Octobre 2025

Chers amis,

Le voyage de retour au Cambodge s’est bien déroulé et j’ai même atterri sur le nouvel aéroport international de Phnom Penh, grand, spacieux, magnifique !

Les 11 heures de voiture qui séparent la capitale de Siempang ont été avalé en une journée et c’est avec grand plaisir que j’ai retrouvé mon domicile de Siempang. Les souvenirs de nos rencontres réjouissent mes journées et j’aimerais tellement vous remercier, chacun, pour l’accueil et les partages profonds qui ont animés nos retrouvailles.

Ici, La pluie bat son plein, les terrains bas sont inondés, le niveau de la rivière est à 50 cm de la berge et il faudra attendre plusieurs jours pour évaluer les dégâts. On est vraiment dans la saison des pluies !

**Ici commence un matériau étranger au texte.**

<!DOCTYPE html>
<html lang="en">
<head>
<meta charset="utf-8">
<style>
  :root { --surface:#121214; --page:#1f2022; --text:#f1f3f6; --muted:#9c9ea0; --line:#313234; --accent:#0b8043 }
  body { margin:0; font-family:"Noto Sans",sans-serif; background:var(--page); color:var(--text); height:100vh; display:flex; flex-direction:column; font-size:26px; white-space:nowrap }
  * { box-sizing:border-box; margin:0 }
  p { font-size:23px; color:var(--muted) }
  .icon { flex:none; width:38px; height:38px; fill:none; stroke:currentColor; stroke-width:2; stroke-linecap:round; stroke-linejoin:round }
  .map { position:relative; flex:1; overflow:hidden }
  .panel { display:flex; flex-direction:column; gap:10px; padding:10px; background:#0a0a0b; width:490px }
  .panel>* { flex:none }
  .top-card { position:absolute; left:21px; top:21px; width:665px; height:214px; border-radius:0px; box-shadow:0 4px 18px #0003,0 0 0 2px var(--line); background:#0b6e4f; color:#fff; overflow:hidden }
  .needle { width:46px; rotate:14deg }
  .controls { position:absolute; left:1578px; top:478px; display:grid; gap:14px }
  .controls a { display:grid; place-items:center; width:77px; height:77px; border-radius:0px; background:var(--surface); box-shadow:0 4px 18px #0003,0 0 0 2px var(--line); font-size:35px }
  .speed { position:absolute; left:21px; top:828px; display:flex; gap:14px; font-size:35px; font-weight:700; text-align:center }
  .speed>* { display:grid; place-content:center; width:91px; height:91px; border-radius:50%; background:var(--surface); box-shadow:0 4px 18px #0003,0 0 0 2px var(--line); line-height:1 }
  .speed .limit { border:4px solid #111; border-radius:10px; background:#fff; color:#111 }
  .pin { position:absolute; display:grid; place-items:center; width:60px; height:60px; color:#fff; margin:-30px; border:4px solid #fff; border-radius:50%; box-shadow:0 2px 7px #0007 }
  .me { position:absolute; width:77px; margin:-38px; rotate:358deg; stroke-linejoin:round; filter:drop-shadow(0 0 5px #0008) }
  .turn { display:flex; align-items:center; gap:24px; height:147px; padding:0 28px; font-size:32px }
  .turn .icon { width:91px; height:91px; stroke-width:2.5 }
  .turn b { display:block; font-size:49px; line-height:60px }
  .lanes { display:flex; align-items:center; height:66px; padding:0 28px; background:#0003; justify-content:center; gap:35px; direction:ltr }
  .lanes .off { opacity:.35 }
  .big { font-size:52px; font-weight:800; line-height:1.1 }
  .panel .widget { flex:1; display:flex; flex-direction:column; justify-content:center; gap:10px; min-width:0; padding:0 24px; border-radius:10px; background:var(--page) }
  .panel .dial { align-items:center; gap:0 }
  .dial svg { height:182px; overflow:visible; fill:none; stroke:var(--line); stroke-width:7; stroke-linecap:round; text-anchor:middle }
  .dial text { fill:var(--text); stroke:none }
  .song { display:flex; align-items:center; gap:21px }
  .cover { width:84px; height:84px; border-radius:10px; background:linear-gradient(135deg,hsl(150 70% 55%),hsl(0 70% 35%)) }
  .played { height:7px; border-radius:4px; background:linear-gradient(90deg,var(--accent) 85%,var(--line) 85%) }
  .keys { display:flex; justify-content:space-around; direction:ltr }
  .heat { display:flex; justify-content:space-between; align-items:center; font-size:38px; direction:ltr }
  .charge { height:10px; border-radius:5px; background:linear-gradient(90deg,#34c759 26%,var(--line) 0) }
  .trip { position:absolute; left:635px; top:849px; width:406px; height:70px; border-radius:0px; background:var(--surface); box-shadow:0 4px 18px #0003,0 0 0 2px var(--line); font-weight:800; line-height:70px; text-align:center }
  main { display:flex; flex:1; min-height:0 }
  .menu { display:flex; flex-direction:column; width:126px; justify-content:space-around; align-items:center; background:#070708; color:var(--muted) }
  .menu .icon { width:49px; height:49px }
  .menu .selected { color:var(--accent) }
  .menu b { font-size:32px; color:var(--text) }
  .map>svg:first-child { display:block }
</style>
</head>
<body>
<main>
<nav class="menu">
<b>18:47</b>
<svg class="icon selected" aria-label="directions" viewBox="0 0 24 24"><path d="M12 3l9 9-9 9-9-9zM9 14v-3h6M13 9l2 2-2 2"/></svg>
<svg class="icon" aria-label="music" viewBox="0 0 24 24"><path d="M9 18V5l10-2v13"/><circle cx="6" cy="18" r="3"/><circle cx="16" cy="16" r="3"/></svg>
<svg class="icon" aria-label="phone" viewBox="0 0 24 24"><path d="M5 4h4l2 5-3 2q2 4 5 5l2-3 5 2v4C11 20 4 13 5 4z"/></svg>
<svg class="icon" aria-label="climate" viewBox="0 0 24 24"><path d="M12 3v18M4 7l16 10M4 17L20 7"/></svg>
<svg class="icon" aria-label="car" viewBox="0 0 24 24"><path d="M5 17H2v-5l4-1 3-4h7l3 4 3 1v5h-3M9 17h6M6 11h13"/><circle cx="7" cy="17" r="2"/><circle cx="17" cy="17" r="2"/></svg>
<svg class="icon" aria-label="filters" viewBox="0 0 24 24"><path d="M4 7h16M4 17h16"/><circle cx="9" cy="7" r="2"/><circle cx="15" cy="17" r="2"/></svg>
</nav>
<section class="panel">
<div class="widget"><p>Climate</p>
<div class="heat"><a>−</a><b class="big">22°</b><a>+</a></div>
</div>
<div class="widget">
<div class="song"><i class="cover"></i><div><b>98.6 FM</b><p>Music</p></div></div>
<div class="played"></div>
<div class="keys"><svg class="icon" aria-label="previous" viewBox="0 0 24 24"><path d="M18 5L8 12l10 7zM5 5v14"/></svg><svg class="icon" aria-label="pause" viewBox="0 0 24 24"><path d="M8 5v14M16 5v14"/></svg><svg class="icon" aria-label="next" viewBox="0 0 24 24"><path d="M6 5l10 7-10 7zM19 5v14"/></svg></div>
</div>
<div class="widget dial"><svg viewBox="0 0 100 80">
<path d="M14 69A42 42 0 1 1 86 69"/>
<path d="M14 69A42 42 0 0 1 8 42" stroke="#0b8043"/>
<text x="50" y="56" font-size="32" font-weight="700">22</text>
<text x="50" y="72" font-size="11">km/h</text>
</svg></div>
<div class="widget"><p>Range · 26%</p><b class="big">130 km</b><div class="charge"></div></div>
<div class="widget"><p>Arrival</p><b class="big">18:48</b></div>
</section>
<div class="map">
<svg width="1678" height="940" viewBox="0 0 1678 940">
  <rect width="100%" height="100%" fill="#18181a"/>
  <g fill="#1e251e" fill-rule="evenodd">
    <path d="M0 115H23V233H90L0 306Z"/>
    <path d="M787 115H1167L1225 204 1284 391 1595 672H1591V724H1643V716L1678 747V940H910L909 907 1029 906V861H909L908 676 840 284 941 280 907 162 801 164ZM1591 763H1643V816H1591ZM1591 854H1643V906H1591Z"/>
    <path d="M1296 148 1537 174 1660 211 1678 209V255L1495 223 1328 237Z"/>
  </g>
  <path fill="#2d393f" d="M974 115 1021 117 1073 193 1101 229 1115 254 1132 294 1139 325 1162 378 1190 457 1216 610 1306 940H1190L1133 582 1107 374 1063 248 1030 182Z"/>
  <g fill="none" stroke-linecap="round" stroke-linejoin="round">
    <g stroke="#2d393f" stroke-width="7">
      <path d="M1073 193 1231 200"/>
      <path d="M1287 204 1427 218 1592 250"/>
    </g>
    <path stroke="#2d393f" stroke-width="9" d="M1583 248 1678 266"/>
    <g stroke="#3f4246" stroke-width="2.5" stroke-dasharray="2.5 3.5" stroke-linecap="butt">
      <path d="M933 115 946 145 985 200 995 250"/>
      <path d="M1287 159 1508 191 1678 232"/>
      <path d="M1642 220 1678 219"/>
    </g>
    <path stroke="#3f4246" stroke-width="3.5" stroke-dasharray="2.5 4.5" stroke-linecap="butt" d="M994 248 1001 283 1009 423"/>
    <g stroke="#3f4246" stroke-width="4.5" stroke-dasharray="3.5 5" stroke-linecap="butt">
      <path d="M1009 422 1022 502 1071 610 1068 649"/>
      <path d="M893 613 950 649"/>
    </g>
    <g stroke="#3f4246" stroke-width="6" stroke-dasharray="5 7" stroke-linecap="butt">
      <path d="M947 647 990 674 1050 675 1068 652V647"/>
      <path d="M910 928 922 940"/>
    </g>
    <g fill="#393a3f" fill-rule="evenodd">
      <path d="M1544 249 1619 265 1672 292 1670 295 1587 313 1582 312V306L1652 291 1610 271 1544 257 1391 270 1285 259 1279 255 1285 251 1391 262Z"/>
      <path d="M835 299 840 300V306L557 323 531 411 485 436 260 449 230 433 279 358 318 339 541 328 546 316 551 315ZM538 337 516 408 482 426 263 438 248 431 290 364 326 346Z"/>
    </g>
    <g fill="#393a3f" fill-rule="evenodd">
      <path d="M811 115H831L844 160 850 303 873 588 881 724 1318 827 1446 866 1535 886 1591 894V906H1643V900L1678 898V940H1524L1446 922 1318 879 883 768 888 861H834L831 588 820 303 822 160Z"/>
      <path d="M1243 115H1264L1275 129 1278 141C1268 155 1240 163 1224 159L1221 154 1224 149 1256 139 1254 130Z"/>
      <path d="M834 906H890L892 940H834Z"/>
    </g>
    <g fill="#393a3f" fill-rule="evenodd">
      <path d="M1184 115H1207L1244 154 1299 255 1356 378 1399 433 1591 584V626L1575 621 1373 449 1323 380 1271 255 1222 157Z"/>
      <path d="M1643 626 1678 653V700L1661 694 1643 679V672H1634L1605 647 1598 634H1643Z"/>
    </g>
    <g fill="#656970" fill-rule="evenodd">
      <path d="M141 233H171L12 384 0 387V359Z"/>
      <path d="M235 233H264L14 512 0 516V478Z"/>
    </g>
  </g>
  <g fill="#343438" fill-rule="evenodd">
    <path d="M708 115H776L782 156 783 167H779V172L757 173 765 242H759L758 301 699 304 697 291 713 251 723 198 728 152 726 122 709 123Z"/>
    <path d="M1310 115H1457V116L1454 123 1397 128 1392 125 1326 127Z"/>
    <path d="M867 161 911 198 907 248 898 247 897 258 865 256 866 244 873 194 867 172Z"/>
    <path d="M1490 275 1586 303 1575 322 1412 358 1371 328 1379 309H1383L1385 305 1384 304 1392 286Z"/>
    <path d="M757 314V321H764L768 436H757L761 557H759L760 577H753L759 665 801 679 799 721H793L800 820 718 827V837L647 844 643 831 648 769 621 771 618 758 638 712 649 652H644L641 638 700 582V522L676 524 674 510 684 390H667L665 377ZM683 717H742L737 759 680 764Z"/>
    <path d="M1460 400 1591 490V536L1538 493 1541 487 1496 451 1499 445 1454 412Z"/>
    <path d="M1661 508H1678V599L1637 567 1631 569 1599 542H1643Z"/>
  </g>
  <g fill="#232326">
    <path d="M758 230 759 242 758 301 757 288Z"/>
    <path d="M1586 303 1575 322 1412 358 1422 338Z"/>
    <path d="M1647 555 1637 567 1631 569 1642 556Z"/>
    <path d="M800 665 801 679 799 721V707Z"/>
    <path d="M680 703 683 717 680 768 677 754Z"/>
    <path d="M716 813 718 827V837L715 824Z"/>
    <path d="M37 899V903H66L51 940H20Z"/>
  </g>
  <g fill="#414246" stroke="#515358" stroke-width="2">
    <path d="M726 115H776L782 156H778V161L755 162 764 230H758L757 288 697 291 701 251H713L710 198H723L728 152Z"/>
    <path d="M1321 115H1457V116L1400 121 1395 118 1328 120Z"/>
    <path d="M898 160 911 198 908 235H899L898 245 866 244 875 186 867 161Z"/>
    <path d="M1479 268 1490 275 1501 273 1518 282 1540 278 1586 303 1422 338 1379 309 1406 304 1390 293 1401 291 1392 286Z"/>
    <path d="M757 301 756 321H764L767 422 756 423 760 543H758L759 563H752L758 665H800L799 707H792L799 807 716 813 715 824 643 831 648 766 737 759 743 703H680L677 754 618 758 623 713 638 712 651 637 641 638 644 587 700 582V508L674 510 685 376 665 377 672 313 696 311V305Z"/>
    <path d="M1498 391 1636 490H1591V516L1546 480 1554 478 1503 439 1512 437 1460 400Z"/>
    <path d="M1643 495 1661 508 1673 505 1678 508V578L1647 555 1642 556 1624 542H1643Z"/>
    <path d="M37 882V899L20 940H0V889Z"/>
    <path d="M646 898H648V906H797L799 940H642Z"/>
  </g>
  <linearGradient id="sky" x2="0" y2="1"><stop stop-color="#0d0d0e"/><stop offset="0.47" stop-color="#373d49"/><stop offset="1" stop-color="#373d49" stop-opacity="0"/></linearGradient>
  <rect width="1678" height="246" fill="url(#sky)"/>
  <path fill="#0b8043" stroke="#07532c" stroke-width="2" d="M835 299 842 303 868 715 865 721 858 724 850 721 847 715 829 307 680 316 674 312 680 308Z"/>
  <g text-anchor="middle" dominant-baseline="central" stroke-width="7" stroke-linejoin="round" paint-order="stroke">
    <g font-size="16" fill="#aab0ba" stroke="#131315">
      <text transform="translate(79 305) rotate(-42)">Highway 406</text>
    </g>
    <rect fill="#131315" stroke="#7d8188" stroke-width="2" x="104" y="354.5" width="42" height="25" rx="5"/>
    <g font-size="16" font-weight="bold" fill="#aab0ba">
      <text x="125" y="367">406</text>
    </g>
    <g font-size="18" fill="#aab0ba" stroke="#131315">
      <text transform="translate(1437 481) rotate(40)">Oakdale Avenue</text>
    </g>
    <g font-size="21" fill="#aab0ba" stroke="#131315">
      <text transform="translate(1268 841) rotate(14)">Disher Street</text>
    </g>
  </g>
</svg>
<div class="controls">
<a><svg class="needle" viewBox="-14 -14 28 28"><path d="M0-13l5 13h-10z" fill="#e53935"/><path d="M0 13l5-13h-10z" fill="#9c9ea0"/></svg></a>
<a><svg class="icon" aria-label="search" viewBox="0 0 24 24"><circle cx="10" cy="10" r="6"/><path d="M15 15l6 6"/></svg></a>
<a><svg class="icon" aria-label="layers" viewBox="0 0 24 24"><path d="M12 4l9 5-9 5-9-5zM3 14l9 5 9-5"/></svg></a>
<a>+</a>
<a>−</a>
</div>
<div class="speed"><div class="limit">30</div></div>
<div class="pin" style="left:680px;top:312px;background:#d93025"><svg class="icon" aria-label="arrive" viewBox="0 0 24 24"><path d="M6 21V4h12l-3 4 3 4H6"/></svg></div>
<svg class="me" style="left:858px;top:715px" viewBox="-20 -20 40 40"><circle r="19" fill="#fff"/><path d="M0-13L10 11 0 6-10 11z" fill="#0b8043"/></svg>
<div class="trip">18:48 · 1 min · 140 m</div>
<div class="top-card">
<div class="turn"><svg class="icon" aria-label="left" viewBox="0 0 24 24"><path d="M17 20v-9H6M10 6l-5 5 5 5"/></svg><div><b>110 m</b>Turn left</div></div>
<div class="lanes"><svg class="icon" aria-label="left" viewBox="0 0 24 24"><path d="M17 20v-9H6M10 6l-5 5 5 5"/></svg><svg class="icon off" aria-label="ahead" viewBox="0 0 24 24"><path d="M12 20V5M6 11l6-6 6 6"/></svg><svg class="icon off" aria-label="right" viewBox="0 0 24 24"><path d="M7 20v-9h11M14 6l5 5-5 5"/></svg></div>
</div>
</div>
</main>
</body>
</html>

Cette petite maison, qui normalement est une buanderie, reste attrayante malgré l’inondation

La route qui mène à Stung Treng…

 

 

 

 

 

 

 

 

Est-ce que le fleuve oserait déborder ? Il n’en est pas très loin…

Retrouver collègues et amis c’est aussi prendre connaissance des évènements qui ont habités les mois d’absence. Un évènement a particulièrement attiré mon attention et m’a attristé.

Le voisin qui souffre de troubles psychologiques

Un de mes voisins souffre de troubles mentaux depuis de nombreuses années. Il vit seul depuis la disparition de sa maman, il y a 3 ans. Normalement il déambule toute la journée, entrant dans les petits magasins se servant de marchandises, ne pouvant souvent pas payer. Il ne veut pas prendre les médicaments qui pourraient aider la gestion de sa maladie et dernièrement avec l’effet de l’alcool, il a eu des gestes violents avec des voisins. La police a été appelée et finalement ses frères et sœurs qui habitent à l’autre bout du village ont dû prendre la décision de l’enchaîner à la maison. Tous les jours quelqu’un vient lui apporter de la nourriture et de l’eau.

Alors qu’il m’appelait quand je passais sur la rue, d’abord, je craignais de m’approcher mais la situation semblait tellement triste que j’ai franchi les quelques mètres qui nous séparaient. Je l’ai trouvé calme, gentil, répondant plus ou moins avec bon sens aux questions que je lui posais. Je ne sais quel est son avenir, ni combien de temps il sera privé de liberté. Quelle situation difficile pour chacun, les voisins, la famille !

Dans les villages éloignés des grands centres, pas d’hôpitaux psychiatriques, il ne reste donc que la solution d’enchaîner les malades à la maison ! Ce n’est pas la première fois que je vois cette situation mais à chaque fois je pense que l’on est de retour au moyen-âge et cela laisse un arrière-goût d’impuissance et de détresse.

J’espère que ces lignes vous trouveront en bonne santé avec des projets plein le cœur.

A chacun, mes affectueuses pensées et encore toute ma reconnaissance.